> **Assigned task**
Below are the records; count how many of their lines contain the word "symbols" and give that number only.

> **Records shown**
—————
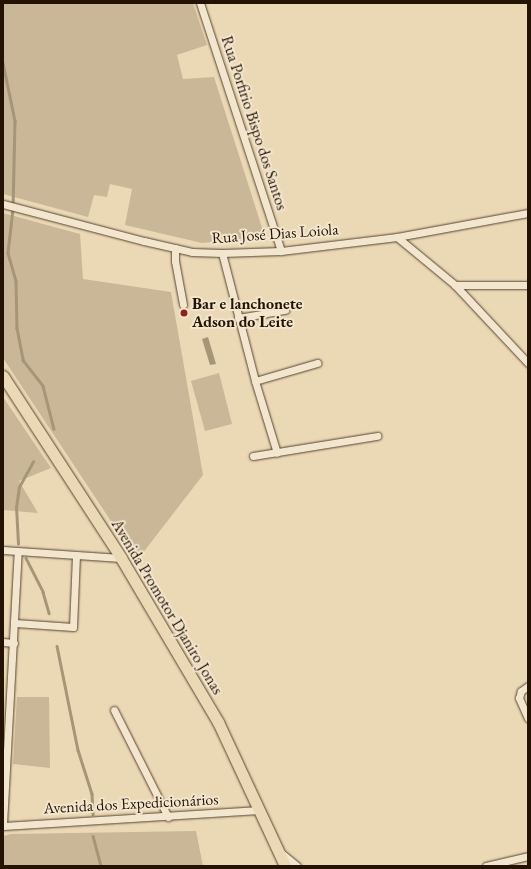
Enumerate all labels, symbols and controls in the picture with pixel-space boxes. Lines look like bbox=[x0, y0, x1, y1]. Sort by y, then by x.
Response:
—————
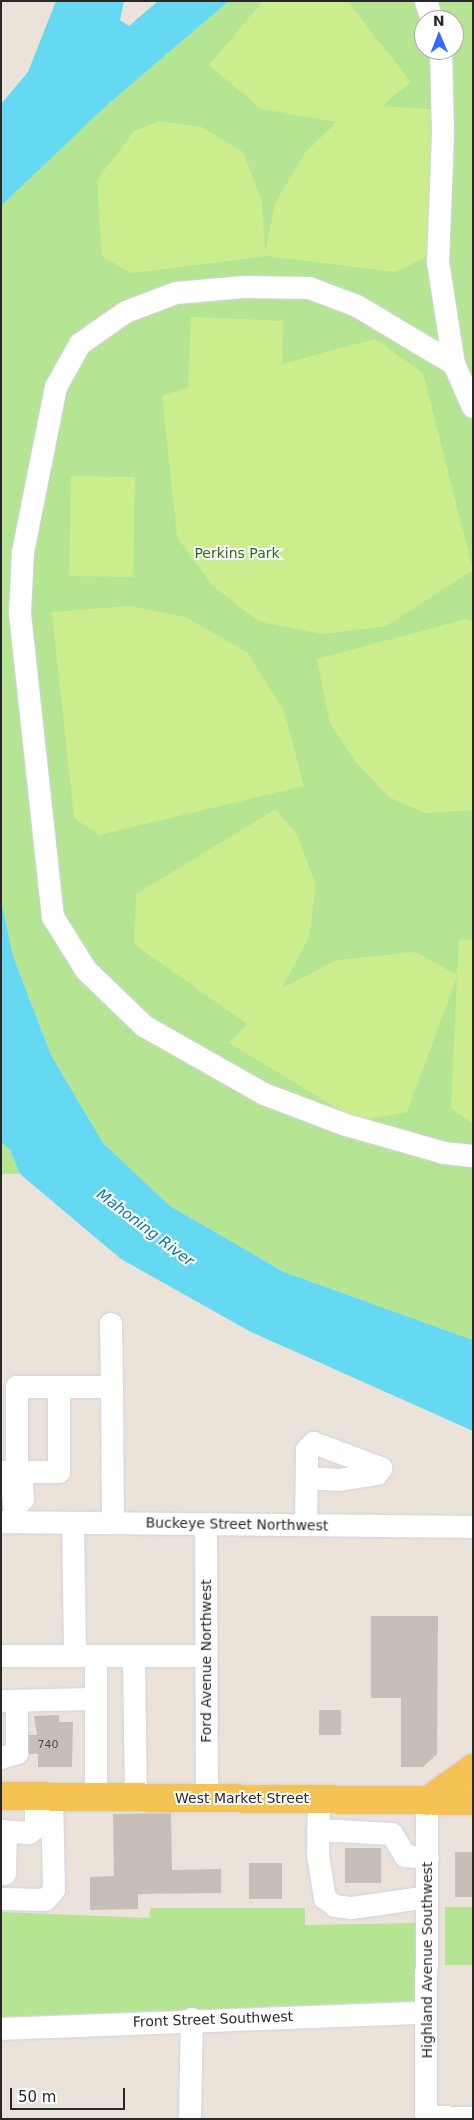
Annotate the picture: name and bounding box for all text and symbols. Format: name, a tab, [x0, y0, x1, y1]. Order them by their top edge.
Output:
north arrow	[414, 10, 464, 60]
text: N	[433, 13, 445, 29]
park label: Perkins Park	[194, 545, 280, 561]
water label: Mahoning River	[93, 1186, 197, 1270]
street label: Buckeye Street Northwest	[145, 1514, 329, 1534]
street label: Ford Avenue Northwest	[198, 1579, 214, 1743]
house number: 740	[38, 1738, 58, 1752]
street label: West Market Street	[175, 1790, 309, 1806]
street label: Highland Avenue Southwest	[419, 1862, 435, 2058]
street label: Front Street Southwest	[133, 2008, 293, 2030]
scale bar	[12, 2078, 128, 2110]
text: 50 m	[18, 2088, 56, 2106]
—————
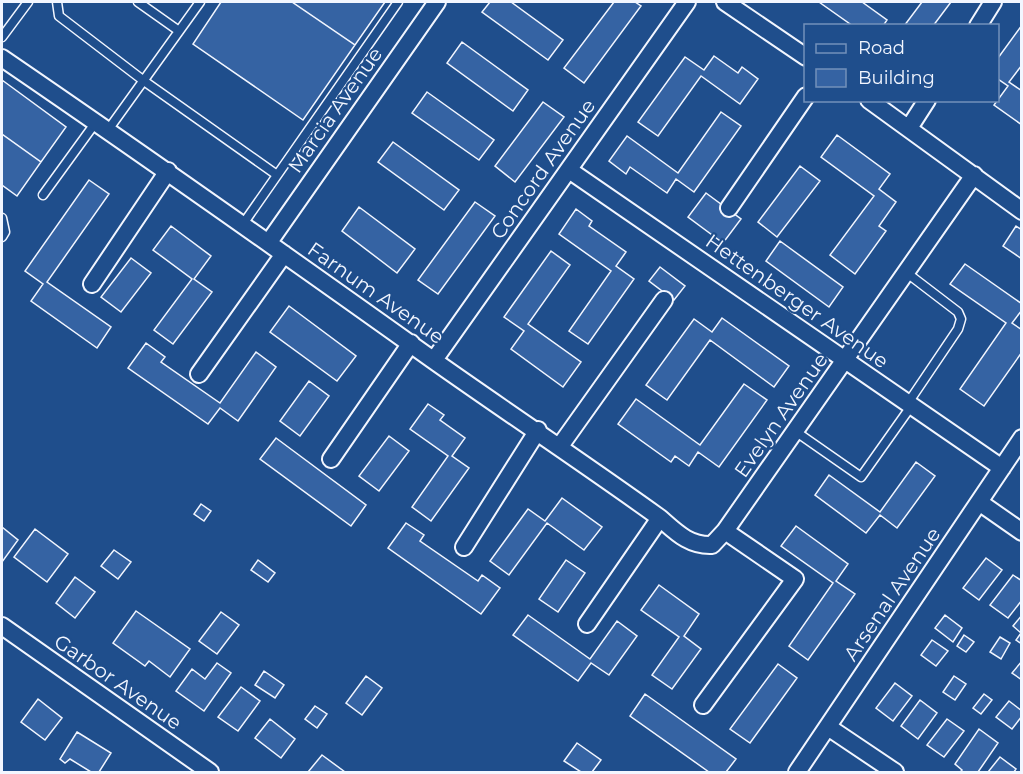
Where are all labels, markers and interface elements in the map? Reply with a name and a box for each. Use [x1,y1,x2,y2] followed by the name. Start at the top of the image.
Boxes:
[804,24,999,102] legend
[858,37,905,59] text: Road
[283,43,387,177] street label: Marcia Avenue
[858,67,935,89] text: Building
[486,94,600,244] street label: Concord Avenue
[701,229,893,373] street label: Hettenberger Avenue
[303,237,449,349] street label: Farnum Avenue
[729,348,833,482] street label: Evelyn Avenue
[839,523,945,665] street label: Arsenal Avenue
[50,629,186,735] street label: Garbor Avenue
—————
> **Result below**
2